Hasard du calendrier, l’ONSAA a lancé le 9 novembre son programme CleanFarms (en collaboration avec Croplife, l’association des professionnelle des industriels de la phytopharmaceutique). Il s’agit du premier volet d’un projet plus large cofinancé par la FAO, le fonds pour l’environnement mondial et Croplife. Le but : éliminer ou sécuriser les pesticides « obsolètes ». On entend par obsolètes ceux qui sont maintenant interdits au Maroc, ceux qui sont trop vieux (plus de trois ans après leur production par exemple), ou encore ceux qui n’ont pas d’étiquette.

Un inventaire avait été réalisé entre 2007 et 2010. CleanFarms cherche à toucher les nouveaux détenteurs, qui n’avaient pas été identifiés par la précédente campagne. Comme nous l’explique Ahmed Jaâfari, chef de service de suivi et de contrôle des intrants chimiques de l’ONSAA, une entreprise privée sera ensuite chargée de collecter les produits, de les reconditionner ou de les détruire à l’étranger : « Sans doute en Europe. Il n’existe aucune structure au niveau national ».

Les « détenteurs » sont des agriculteurs mais aussi des commerces et principalement des structures publiques.

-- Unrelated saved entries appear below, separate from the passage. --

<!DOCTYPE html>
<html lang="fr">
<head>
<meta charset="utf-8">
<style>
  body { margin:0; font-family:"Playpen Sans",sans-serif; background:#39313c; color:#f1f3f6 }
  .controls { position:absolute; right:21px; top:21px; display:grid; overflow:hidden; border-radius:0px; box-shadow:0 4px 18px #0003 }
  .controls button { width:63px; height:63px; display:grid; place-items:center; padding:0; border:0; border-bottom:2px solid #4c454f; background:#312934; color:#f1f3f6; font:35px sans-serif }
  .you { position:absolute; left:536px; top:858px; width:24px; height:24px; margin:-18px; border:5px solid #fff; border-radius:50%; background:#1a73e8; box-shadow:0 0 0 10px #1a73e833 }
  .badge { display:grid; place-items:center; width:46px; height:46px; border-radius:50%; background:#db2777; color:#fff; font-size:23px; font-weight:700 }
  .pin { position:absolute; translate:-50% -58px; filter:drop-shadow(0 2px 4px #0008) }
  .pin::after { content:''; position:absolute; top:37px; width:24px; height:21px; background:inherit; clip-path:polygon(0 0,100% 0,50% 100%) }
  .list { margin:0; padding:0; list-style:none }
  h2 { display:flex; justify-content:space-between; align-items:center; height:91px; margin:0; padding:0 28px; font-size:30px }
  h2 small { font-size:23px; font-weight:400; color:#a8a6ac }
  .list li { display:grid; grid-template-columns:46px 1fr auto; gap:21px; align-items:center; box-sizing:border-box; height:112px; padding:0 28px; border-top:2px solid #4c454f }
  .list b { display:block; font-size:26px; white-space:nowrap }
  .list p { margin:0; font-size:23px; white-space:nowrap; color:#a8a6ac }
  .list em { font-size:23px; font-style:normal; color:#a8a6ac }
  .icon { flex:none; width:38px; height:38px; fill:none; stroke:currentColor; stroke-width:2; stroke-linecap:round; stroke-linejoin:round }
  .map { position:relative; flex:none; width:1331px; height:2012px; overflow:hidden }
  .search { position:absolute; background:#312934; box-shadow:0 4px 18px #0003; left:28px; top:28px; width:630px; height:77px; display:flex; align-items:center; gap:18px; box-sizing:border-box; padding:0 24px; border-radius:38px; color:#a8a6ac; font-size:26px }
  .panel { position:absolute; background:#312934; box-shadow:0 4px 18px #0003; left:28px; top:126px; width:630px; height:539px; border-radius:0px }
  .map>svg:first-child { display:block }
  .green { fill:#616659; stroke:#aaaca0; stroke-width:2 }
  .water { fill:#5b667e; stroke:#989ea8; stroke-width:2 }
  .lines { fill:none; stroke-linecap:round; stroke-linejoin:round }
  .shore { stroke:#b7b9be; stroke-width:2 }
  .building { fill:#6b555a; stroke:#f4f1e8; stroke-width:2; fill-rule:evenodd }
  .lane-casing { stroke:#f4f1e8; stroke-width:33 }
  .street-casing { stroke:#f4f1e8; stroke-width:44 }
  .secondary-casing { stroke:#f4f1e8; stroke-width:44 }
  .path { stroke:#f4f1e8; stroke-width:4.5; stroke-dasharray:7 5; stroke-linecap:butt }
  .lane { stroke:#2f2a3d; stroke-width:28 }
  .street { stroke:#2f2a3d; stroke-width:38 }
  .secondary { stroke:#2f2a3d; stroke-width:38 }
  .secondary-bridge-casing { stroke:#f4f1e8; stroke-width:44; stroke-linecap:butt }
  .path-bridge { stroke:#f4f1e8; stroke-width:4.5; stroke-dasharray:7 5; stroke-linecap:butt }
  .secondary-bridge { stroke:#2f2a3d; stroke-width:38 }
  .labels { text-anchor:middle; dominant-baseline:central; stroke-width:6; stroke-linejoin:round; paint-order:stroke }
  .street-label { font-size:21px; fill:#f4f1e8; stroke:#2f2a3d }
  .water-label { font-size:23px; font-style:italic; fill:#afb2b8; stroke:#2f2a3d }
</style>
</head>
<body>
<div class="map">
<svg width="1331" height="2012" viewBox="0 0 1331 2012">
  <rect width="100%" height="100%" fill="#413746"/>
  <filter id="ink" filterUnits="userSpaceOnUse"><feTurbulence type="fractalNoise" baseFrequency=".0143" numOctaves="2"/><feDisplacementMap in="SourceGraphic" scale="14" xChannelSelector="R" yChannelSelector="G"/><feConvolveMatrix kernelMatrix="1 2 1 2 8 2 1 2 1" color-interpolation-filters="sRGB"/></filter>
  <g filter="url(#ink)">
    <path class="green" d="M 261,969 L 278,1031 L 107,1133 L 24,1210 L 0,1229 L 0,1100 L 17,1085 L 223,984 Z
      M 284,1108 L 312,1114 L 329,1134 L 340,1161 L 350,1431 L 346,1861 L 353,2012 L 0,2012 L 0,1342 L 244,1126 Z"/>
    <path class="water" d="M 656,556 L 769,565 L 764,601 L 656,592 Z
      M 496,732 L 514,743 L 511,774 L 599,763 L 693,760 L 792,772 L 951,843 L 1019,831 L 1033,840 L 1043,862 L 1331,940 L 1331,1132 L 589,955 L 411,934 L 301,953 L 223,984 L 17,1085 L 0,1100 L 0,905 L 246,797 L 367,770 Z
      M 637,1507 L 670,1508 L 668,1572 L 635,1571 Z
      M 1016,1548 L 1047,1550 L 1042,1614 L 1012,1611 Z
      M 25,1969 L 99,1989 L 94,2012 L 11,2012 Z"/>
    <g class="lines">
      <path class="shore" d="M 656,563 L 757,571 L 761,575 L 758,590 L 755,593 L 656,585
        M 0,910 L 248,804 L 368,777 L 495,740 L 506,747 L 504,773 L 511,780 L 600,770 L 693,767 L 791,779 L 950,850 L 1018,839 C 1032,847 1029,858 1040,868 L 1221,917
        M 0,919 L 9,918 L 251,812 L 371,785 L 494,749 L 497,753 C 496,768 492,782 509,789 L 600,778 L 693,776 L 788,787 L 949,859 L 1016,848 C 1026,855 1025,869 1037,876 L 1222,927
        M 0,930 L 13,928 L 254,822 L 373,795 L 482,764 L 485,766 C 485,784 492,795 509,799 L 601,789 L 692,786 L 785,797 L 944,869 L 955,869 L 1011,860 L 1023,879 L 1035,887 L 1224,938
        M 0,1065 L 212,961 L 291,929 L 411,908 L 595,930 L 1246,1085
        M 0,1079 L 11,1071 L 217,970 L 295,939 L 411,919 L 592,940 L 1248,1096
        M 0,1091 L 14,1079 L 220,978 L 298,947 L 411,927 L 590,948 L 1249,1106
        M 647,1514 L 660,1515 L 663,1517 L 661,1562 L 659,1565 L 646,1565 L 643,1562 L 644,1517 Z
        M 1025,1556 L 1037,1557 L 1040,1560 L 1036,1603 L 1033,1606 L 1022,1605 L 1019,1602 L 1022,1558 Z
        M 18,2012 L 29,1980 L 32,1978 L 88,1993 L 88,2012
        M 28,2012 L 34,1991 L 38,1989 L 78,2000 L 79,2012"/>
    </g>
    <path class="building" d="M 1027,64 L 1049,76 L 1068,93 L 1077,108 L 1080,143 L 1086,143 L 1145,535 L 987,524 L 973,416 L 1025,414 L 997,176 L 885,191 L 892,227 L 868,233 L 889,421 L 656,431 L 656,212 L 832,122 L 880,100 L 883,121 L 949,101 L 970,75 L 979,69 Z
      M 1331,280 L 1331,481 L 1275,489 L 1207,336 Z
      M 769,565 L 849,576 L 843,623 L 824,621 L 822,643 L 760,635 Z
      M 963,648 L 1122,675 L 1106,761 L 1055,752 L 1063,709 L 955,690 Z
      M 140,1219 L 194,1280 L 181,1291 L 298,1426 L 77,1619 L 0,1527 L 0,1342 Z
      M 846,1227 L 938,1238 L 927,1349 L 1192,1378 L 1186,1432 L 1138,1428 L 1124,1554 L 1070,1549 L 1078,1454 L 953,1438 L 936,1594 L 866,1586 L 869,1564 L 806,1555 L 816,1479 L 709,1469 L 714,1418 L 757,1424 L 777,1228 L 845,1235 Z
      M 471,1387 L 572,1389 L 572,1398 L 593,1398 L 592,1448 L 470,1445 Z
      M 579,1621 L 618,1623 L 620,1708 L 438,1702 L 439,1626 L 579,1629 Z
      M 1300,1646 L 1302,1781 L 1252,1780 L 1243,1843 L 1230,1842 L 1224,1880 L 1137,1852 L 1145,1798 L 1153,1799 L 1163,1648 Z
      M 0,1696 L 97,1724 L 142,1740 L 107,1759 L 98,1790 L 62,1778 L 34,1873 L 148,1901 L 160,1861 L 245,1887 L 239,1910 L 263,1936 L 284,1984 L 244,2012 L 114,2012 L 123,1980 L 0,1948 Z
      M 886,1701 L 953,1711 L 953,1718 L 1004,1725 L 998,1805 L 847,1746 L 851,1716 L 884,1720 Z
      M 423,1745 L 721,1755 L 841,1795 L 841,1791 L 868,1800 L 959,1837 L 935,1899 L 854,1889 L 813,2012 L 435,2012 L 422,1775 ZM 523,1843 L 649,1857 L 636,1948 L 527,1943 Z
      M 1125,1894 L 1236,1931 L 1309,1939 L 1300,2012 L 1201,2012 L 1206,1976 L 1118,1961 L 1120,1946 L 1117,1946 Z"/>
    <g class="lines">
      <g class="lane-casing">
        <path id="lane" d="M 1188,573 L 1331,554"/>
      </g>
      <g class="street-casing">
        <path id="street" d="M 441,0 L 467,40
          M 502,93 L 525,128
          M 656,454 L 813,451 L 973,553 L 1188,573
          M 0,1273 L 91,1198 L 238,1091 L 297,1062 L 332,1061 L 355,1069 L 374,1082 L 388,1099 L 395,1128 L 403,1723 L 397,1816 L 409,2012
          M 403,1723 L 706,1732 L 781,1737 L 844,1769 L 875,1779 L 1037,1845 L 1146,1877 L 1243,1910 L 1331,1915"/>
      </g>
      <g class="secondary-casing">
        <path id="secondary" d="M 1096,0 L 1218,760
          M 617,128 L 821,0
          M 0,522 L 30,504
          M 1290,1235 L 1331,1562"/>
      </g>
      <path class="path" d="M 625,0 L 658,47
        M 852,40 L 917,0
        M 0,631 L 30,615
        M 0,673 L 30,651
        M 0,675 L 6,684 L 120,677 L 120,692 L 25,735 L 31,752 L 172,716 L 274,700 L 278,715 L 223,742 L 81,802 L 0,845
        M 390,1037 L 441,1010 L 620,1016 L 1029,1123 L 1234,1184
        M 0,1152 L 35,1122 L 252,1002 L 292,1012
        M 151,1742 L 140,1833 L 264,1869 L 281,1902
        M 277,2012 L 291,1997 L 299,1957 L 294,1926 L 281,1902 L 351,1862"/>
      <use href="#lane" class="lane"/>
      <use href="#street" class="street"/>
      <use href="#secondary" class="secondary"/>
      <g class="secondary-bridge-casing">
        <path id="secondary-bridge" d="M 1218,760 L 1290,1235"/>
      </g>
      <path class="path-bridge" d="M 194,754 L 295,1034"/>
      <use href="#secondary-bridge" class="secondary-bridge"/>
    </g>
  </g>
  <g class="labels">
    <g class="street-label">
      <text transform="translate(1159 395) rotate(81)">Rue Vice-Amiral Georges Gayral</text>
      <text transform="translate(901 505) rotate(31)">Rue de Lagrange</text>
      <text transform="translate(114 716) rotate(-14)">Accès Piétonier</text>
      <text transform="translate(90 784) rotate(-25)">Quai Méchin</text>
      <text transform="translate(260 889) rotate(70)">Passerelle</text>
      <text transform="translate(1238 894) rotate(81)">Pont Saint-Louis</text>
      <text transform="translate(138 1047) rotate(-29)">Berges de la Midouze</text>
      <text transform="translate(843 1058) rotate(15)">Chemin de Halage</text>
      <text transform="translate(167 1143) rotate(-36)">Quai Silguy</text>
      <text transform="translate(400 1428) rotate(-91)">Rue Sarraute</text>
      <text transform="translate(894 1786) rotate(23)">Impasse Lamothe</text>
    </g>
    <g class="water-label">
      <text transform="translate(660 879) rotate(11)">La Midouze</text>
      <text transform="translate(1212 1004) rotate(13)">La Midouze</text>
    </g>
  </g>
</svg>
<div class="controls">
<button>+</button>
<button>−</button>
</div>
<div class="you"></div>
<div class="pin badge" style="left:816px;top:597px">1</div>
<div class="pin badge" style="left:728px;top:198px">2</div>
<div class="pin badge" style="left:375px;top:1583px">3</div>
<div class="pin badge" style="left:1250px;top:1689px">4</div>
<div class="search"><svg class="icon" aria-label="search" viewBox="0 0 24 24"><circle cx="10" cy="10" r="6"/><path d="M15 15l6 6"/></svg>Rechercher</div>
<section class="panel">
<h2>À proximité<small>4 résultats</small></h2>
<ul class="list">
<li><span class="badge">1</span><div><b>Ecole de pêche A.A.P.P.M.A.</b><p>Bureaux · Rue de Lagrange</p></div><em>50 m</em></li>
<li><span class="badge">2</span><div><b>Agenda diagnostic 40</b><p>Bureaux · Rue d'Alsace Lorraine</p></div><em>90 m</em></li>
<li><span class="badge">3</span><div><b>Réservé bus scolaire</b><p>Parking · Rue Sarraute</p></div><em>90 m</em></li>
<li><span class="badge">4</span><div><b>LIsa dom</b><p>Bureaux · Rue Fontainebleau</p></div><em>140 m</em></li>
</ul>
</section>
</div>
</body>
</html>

Ces dernières représentent environ 93 % des détenteurs d’après Ahmed Jaâfari qui cite le dernier inventaire: le ministère de la Santé (lutte contre les moustiques par exemple), ONSAA, Office national du conseil agricole (ONCA), département de l’agriculture… Le projet général comprend un volet éducation aux utilisateurs et proposition d’alternatives. L’éducation semble essentielle. Dans un article qui date de 2008, Abdelmalek Boutaleb Joutei, chercheur en entomologie (étude des insectes) évoquait le « surdosage » ou encore le « non respect du délai avant la récolte ».